***** Records shown

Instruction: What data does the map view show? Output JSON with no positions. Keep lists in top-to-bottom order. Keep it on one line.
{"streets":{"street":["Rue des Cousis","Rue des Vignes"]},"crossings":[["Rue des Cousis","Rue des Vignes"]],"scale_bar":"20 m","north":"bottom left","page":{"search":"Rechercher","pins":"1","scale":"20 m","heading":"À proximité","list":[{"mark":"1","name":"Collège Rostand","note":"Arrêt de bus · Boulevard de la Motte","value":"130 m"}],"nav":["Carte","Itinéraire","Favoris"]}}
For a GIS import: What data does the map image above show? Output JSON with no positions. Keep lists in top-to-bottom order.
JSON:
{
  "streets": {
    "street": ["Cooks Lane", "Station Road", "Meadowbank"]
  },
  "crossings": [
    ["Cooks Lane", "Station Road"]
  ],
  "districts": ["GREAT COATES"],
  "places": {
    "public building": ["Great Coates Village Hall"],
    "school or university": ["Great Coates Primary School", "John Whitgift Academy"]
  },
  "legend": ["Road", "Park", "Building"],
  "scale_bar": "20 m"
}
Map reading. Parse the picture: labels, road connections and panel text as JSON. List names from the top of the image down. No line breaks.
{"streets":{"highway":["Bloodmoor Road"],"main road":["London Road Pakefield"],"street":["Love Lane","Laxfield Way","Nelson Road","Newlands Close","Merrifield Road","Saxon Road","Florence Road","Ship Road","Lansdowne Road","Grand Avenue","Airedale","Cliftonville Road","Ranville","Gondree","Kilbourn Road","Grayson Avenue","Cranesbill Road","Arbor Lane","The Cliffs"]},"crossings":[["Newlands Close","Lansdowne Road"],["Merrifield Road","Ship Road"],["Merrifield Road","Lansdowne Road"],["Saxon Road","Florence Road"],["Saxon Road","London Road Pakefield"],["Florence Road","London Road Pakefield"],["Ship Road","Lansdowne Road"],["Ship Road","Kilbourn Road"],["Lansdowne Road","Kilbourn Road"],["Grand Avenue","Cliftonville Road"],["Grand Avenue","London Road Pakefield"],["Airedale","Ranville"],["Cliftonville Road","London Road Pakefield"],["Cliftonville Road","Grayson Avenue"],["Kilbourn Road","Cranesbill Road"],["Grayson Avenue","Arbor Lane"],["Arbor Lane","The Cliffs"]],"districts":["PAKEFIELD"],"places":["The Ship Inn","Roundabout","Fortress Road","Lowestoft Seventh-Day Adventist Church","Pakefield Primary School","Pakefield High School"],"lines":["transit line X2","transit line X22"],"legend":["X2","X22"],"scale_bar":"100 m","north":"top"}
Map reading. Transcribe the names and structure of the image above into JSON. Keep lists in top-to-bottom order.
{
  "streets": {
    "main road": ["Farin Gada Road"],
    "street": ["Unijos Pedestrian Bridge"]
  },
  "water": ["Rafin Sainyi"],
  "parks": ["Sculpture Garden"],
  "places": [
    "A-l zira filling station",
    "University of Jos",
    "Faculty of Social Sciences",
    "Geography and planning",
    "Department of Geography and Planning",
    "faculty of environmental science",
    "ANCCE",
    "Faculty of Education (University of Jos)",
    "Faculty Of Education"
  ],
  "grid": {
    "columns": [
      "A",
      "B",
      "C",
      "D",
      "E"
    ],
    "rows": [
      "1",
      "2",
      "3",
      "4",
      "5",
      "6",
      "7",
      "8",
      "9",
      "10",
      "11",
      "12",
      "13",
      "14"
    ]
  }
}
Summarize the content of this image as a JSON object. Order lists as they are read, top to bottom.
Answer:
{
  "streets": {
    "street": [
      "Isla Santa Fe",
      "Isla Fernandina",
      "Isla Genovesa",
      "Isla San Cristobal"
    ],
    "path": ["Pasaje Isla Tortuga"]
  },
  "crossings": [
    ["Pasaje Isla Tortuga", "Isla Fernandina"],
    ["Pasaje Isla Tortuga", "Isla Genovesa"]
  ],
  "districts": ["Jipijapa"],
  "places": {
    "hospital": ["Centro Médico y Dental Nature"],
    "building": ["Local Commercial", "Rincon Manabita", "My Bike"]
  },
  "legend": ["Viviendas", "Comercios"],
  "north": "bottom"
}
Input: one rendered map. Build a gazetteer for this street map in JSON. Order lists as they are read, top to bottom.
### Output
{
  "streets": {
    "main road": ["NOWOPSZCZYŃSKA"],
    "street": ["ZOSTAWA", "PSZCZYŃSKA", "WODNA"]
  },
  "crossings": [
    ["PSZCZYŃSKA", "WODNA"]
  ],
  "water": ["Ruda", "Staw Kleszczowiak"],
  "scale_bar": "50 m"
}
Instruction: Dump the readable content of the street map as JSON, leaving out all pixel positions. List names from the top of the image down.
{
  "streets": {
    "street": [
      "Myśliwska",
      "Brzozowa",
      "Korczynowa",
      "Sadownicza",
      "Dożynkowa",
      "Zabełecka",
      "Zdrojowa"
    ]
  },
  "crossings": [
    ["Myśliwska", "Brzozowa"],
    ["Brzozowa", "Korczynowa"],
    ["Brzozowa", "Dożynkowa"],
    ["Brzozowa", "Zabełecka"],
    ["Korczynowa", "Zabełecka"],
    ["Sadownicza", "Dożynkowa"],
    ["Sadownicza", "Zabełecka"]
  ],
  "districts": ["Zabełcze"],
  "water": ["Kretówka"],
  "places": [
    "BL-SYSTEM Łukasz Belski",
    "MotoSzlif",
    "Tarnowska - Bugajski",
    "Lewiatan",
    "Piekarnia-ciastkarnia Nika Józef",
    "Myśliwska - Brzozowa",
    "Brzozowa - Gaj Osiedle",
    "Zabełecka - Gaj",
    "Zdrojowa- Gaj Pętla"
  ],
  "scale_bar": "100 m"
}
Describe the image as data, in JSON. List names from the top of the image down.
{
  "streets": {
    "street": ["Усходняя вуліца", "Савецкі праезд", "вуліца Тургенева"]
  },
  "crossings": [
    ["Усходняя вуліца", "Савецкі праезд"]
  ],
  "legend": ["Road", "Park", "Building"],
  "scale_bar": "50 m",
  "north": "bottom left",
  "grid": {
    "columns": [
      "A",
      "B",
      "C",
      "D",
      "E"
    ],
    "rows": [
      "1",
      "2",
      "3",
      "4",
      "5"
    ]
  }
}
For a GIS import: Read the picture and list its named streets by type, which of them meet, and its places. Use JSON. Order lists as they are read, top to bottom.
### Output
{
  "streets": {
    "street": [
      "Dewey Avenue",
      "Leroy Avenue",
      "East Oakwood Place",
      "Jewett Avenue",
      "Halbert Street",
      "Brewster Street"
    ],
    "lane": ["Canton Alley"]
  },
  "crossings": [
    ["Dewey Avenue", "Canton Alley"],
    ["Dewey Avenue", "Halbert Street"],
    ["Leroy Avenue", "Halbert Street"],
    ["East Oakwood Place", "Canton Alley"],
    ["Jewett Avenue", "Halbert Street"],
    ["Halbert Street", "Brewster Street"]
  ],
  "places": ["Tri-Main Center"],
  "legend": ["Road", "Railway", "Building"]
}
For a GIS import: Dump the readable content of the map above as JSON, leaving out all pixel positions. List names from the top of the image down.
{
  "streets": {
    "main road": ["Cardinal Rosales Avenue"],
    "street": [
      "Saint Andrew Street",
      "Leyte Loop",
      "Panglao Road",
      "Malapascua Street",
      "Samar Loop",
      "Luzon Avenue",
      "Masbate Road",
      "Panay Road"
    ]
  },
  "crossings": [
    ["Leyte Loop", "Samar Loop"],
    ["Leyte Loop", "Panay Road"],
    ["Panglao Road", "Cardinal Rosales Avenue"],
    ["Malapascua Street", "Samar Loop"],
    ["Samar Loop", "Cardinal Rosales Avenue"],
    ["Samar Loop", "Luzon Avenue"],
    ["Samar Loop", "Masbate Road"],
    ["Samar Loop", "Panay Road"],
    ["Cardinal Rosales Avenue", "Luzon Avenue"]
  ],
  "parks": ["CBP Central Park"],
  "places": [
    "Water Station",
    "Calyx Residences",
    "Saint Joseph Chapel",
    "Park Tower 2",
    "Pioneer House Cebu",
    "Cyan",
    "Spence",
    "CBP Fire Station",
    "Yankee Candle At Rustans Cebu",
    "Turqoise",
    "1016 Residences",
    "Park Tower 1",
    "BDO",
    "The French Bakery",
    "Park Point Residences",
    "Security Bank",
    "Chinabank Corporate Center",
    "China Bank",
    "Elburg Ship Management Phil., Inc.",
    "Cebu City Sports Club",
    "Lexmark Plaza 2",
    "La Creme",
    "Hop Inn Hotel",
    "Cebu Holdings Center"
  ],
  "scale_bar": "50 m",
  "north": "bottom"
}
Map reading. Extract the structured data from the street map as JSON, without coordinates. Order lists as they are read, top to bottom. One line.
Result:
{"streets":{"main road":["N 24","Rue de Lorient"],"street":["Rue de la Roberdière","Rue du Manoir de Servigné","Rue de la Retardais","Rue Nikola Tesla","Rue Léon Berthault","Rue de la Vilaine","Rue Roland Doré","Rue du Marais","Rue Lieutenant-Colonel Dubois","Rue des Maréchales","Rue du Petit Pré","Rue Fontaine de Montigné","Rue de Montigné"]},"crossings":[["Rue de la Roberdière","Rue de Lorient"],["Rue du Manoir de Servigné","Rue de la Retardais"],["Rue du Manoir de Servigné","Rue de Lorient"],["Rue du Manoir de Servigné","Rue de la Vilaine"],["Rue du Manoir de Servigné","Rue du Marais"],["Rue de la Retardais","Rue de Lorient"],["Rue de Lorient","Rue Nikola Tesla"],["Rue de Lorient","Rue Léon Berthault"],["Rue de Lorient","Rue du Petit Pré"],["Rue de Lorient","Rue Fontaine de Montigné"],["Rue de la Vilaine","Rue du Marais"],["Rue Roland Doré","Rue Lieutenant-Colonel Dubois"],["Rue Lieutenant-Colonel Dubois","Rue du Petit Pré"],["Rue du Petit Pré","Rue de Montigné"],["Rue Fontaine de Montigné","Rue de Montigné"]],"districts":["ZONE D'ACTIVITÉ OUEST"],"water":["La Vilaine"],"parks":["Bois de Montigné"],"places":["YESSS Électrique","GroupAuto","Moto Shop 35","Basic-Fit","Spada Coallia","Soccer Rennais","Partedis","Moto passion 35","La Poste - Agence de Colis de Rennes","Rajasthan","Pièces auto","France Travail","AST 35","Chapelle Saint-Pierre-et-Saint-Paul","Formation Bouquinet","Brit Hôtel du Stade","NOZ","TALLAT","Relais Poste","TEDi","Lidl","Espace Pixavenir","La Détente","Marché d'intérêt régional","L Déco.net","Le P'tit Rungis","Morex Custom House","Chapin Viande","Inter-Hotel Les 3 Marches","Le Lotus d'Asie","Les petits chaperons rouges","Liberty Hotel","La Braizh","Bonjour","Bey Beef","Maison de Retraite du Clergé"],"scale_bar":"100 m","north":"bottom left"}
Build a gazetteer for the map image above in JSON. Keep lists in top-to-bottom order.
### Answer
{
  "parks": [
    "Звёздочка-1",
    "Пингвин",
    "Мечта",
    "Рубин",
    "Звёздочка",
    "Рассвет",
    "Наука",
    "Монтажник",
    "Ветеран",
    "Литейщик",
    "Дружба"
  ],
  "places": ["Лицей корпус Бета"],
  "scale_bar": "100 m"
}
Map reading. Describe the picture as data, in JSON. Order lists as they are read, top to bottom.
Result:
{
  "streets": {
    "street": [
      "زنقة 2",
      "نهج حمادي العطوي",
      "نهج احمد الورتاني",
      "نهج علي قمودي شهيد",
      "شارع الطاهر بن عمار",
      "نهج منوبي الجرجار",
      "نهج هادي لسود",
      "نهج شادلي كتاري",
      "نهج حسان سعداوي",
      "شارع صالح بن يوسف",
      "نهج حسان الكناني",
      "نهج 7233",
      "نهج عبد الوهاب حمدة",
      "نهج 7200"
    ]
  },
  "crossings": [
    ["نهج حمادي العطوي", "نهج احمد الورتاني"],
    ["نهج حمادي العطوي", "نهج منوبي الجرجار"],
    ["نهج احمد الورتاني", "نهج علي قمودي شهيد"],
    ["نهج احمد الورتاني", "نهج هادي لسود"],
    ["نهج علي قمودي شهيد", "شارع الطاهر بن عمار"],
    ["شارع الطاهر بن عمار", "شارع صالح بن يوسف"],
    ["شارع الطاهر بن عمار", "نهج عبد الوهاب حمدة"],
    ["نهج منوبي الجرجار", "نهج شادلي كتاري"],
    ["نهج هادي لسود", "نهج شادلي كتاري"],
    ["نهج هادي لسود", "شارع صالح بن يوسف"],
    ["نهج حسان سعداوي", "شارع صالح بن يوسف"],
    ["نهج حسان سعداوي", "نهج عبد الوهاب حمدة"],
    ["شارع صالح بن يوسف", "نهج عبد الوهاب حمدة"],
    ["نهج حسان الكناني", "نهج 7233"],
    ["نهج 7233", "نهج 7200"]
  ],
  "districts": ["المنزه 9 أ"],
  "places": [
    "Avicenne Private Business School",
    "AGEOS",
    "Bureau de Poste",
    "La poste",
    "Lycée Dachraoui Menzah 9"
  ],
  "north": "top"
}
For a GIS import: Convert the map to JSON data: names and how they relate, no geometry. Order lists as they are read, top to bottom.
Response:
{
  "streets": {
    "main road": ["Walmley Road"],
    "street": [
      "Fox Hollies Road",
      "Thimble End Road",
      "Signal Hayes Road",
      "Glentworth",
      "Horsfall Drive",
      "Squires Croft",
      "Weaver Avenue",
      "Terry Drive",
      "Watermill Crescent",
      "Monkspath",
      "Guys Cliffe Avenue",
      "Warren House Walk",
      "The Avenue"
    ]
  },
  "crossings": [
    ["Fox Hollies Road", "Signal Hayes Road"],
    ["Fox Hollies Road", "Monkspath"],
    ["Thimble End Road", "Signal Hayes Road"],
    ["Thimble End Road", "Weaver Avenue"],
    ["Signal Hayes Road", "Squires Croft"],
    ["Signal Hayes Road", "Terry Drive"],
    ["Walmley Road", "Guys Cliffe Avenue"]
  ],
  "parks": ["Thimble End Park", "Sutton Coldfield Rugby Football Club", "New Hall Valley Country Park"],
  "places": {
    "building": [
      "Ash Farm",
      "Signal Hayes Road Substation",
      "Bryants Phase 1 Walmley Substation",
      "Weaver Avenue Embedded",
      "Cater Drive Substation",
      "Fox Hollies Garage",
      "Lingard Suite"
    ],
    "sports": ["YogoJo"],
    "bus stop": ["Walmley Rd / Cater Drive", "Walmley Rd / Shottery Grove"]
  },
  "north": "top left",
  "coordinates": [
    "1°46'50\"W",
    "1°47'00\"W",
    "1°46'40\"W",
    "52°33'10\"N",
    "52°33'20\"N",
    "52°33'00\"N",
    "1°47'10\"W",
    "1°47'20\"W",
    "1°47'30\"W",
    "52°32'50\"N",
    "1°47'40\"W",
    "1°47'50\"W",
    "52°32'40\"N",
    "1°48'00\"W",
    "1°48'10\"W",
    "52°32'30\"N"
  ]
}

**********

■ **Your objective**:
In the entries above, count each line holding the word "Signal" and give that count alone.

■ **Result of this exercise**:
6